Available data:
%%
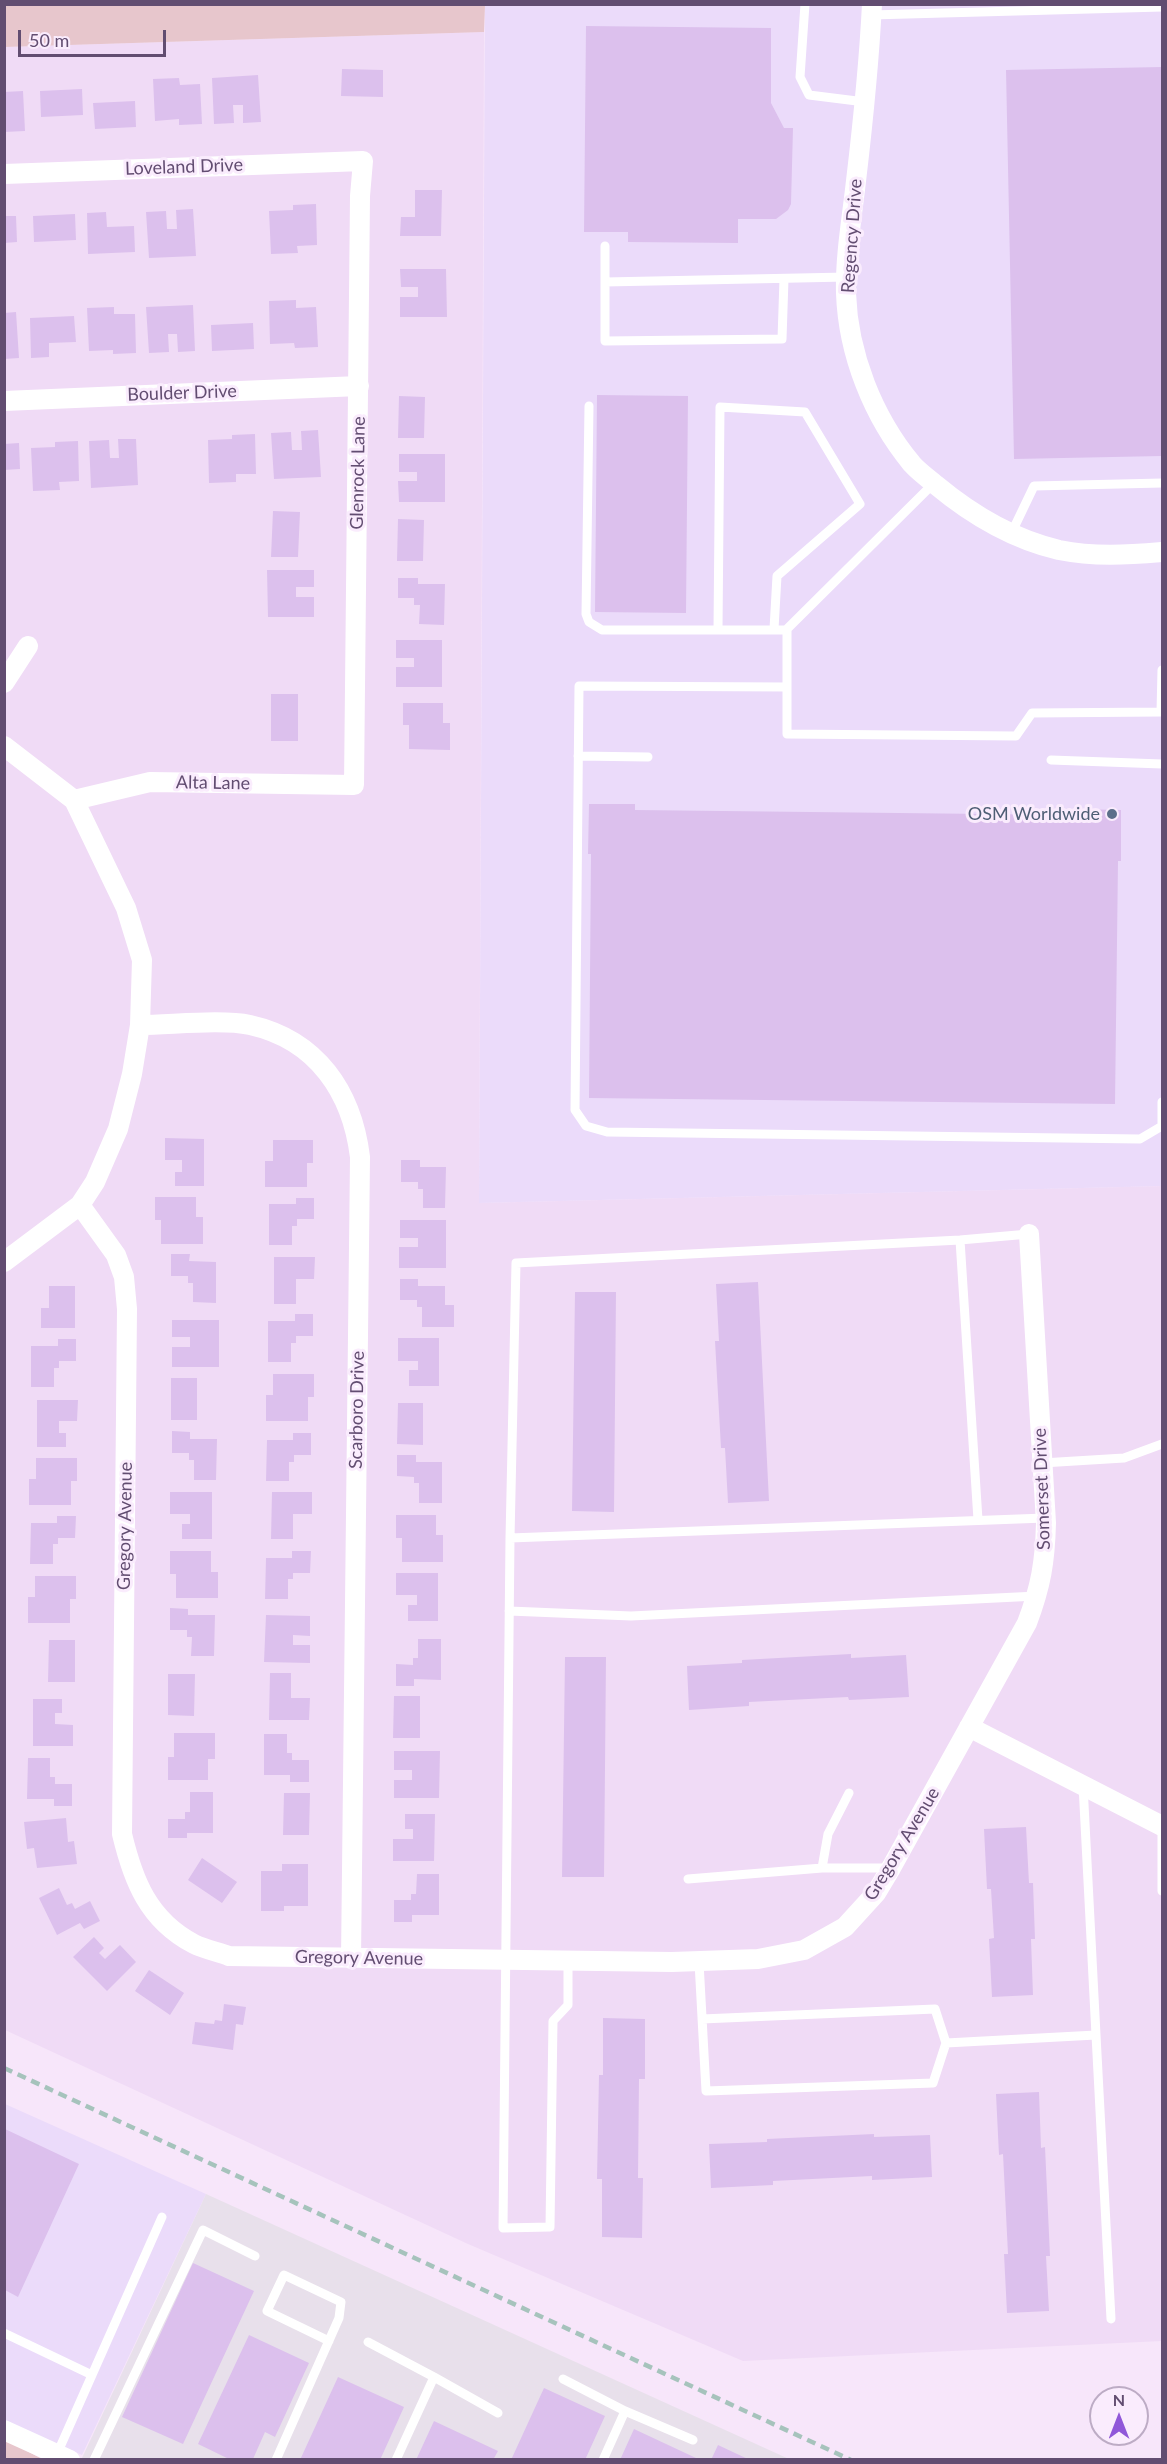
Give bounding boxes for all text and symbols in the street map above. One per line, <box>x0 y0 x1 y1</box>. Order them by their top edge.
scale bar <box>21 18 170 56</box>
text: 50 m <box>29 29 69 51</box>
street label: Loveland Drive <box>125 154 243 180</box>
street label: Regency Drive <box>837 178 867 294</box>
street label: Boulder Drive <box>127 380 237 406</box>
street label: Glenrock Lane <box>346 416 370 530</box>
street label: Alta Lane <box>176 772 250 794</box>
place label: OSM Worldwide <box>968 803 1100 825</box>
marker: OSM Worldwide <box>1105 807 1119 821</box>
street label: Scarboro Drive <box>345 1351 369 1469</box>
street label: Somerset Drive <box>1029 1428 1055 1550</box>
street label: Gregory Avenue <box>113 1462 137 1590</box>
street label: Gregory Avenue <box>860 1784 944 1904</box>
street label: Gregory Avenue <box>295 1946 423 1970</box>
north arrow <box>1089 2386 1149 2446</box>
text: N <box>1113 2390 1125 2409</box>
%%
%%
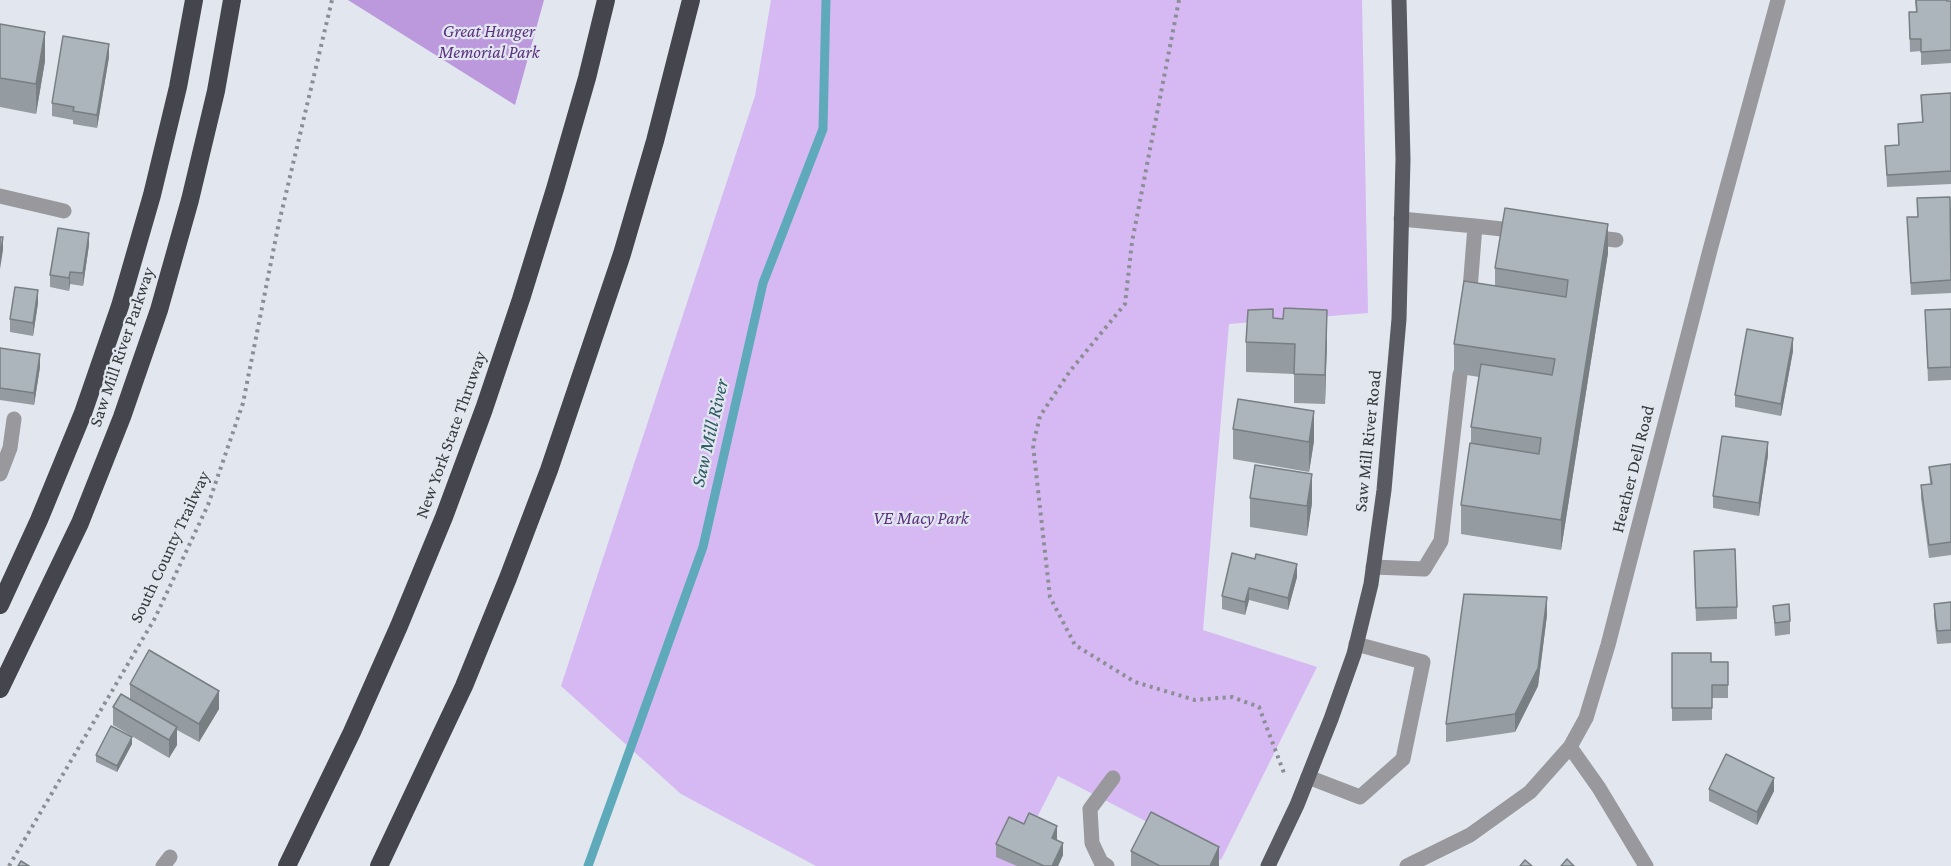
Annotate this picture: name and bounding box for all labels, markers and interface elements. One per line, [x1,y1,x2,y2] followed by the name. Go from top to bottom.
%%
%%
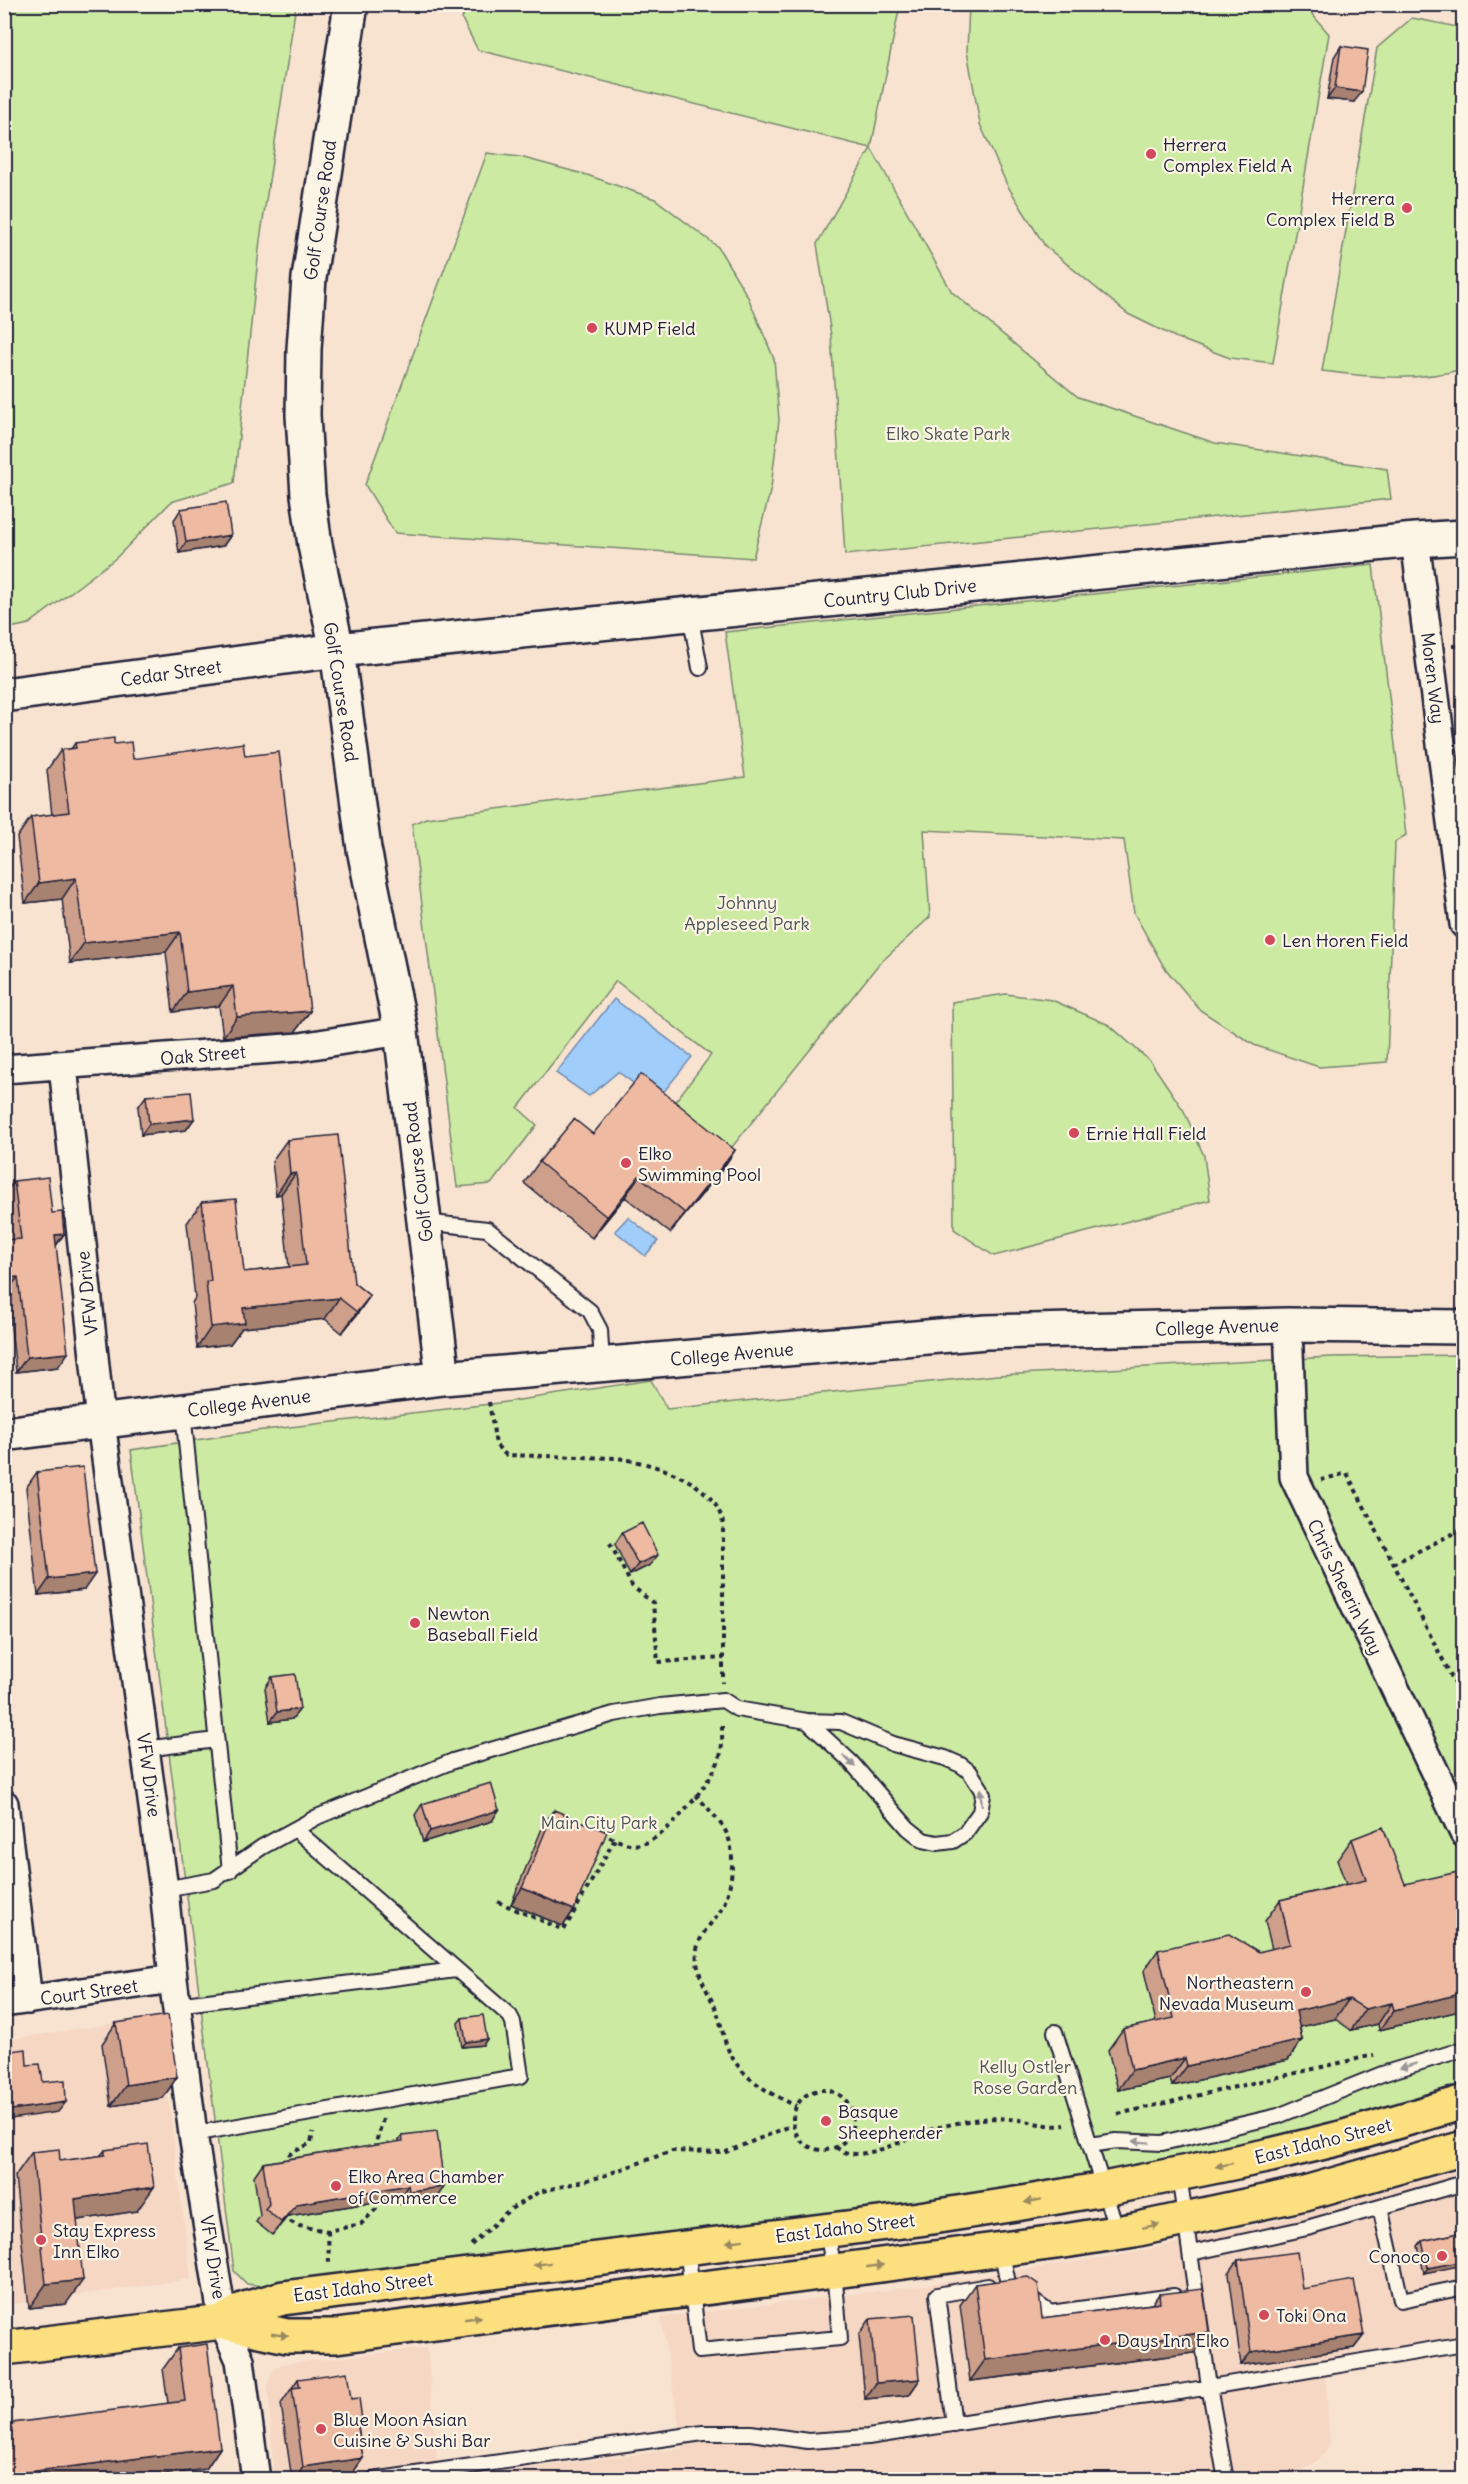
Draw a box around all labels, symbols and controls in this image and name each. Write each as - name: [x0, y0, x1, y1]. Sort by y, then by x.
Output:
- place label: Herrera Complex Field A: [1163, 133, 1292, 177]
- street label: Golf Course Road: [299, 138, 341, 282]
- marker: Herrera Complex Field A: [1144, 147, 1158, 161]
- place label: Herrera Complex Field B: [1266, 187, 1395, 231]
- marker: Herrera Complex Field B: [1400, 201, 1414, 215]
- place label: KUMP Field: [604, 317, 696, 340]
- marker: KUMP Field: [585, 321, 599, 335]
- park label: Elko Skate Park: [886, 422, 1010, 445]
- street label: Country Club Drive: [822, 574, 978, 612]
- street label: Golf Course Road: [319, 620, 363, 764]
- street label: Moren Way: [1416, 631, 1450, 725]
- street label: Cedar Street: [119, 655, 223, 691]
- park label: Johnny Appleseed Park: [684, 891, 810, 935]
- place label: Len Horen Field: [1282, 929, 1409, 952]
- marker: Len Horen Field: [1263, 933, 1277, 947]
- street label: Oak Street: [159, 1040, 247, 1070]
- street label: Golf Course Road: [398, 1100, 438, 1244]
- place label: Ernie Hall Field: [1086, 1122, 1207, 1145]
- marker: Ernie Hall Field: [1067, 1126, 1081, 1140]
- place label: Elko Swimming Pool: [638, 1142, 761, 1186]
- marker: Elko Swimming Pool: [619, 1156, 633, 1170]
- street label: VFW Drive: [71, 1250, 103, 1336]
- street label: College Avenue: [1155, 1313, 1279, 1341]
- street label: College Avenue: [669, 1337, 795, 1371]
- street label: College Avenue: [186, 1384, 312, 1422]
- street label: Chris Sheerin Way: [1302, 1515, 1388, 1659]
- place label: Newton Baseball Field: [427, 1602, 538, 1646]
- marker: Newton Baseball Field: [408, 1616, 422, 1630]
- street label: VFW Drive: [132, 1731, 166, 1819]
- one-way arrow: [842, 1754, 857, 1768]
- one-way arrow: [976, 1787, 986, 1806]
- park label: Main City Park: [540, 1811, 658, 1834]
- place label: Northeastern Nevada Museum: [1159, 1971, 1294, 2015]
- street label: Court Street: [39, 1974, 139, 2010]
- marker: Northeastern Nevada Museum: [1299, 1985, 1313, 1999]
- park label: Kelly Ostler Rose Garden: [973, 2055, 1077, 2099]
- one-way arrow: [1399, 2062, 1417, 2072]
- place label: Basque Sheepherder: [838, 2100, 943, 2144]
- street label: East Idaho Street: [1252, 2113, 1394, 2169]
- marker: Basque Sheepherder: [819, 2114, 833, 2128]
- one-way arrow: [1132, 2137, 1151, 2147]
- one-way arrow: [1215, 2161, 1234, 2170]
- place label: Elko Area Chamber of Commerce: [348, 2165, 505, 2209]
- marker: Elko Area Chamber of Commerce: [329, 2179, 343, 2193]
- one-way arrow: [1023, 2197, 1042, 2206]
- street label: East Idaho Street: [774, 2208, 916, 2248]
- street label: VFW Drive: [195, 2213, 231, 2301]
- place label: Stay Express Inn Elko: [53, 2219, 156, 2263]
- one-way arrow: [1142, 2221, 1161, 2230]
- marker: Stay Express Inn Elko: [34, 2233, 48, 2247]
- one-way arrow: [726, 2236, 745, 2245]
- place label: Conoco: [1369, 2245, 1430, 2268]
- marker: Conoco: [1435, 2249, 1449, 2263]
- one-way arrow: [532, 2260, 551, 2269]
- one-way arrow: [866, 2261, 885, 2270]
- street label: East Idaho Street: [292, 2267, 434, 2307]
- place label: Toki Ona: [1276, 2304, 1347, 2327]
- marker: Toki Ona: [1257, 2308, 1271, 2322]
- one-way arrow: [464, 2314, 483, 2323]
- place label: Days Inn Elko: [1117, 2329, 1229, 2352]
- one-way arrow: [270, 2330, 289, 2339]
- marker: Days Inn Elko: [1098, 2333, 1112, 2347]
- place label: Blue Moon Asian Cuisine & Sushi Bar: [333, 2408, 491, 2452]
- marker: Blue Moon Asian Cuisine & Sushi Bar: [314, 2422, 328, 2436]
%%
Directions for this task:
State, with no accompanying text, how many lines of the material contain the string "name".

Answer area:
2